[YOUR INSTRUCTIONS] Report how many lines of the data below contain "lineWidth". Give nothing besides the number.

(Data records)

>>>

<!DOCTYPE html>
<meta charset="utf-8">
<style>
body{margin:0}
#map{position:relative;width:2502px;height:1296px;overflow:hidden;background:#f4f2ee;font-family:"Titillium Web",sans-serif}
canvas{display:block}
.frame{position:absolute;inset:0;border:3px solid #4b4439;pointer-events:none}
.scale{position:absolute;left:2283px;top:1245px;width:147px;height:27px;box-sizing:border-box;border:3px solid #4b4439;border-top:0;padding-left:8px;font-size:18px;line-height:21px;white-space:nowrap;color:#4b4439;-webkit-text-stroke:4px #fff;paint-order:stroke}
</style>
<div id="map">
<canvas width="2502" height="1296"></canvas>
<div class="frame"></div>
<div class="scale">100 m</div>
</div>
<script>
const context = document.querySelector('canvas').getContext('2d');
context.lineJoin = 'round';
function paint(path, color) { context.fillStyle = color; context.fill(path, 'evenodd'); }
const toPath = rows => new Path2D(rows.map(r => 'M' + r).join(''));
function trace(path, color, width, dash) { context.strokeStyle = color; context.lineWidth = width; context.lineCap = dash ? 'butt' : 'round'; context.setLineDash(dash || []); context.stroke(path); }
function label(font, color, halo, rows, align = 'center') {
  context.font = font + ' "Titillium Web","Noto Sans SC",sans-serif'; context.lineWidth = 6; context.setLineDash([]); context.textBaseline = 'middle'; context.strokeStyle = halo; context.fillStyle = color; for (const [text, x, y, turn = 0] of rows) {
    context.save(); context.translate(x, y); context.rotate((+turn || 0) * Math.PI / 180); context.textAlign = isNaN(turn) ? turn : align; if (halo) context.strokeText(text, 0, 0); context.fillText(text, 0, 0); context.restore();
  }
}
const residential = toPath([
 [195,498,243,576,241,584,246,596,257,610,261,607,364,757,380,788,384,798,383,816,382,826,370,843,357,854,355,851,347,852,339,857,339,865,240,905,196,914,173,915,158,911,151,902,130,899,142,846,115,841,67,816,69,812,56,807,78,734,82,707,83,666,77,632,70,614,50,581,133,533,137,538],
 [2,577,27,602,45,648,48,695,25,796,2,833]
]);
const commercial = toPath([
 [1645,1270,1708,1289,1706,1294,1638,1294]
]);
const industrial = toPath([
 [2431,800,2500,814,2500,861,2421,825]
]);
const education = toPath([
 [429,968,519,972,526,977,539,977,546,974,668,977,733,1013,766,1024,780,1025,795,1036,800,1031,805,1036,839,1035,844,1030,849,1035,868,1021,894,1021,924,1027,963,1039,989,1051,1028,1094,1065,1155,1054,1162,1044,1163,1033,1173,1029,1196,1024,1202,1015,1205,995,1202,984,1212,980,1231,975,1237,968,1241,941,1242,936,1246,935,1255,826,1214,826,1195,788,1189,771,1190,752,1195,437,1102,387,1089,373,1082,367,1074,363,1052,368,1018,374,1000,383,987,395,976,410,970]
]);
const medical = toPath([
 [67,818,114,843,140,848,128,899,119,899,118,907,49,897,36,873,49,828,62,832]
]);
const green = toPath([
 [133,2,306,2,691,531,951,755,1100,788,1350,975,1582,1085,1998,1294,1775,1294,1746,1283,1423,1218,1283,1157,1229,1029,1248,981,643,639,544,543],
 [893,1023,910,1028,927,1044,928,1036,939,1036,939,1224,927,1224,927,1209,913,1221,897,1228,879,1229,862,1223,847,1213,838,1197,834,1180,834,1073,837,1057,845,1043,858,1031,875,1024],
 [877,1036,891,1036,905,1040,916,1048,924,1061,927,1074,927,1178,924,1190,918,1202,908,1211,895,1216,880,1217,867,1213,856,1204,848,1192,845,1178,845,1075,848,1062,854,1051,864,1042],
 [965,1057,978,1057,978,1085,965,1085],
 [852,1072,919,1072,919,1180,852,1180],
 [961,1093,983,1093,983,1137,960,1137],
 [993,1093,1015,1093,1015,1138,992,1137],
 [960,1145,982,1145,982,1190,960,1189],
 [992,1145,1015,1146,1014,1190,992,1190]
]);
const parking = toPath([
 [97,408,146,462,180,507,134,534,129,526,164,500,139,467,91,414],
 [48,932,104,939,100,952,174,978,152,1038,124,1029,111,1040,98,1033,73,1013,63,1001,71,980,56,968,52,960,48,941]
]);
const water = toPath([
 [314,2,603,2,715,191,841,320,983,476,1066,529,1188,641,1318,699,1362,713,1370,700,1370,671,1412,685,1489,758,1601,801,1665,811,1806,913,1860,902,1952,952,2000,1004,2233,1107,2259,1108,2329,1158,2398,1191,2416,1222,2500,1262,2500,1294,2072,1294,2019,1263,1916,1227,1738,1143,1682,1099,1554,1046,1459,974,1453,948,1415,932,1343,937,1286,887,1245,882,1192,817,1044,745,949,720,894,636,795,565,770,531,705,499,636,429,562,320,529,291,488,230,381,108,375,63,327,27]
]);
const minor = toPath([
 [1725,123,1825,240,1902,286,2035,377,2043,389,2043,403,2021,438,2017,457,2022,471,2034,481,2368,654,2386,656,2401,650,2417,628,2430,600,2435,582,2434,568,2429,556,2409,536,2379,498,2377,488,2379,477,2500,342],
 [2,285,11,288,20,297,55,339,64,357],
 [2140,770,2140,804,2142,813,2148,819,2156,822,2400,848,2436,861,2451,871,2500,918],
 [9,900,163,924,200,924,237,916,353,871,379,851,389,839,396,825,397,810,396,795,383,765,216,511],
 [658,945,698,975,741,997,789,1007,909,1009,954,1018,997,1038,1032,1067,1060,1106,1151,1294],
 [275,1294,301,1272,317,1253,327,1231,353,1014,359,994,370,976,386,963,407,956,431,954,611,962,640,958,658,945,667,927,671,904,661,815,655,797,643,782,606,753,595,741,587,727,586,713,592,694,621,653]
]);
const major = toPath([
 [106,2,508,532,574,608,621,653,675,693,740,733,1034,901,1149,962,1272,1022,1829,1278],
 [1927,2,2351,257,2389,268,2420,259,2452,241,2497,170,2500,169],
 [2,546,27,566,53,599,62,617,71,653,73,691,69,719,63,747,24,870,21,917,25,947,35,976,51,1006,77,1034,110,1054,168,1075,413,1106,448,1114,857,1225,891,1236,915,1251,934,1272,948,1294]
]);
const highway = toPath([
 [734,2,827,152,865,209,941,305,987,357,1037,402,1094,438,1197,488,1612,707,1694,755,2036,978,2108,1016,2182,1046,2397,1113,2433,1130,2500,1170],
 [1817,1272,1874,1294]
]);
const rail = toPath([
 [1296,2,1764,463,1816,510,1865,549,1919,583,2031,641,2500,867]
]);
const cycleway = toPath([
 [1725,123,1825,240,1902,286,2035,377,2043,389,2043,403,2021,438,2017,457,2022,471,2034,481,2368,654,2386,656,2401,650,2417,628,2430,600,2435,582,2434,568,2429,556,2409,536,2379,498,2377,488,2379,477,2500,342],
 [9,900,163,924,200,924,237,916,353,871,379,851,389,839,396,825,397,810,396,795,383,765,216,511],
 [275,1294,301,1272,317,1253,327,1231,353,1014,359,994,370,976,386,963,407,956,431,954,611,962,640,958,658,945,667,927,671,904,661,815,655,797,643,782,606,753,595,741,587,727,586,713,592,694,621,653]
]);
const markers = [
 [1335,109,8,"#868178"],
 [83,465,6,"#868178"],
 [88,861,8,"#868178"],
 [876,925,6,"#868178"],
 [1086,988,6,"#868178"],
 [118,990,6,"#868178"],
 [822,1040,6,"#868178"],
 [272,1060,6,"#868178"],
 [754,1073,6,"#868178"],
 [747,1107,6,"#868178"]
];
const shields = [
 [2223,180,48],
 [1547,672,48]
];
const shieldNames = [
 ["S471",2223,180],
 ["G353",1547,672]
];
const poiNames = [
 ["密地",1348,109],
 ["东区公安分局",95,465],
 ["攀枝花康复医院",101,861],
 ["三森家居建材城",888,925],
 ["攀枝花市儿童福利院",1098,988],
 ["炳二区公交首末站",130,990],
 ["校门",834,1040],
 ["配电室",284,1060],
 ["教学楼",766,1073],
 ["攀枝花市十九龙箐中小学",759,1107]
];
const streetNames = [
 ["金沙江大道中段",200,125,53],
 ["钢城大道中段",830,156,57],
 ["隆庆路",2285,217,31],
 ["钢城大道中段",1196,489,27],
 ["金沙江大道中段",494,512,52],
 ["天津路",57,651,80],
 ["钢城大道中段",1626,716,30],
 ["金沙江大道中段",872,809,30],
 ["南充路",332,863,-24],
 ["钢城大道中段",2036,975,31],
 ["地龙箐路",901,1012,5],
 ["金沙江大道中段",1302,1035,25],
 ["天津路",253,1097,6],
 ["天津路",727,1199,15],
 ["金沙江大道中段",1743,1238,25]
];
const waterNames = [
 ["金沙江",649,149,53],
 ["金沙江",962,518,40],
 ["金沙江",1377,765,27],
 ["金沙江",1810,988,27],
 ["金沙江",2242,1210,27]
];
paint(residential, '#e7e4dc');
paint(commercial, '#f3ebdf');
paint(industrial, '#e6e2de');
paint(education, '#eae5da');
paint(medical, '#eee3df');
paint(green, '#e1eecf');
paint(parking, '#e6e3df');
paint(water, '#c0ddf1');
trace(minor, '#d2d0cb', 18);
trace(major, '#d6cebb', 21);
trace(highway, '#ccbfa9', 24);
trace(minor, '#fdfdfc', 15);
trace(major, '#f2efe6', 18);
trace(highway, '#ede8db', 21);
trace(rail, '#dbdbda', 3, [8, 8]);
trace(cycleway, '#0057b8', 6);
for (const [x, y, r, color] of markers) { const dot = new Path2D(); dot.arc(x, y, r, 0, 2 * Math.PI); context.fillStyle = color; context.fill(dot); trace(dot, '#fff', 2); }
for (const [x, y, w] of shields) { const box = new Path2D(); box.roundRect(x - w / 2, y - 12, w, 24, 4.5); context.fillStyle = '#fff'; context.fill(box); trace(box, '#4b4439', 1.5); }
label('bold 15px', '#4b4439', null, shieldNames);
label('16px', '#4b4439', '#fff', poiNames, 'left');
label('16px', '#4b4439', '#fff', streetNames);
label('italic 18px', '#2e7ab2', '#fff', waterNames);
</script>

<<<

[ANSWER TO THIS TASK] 2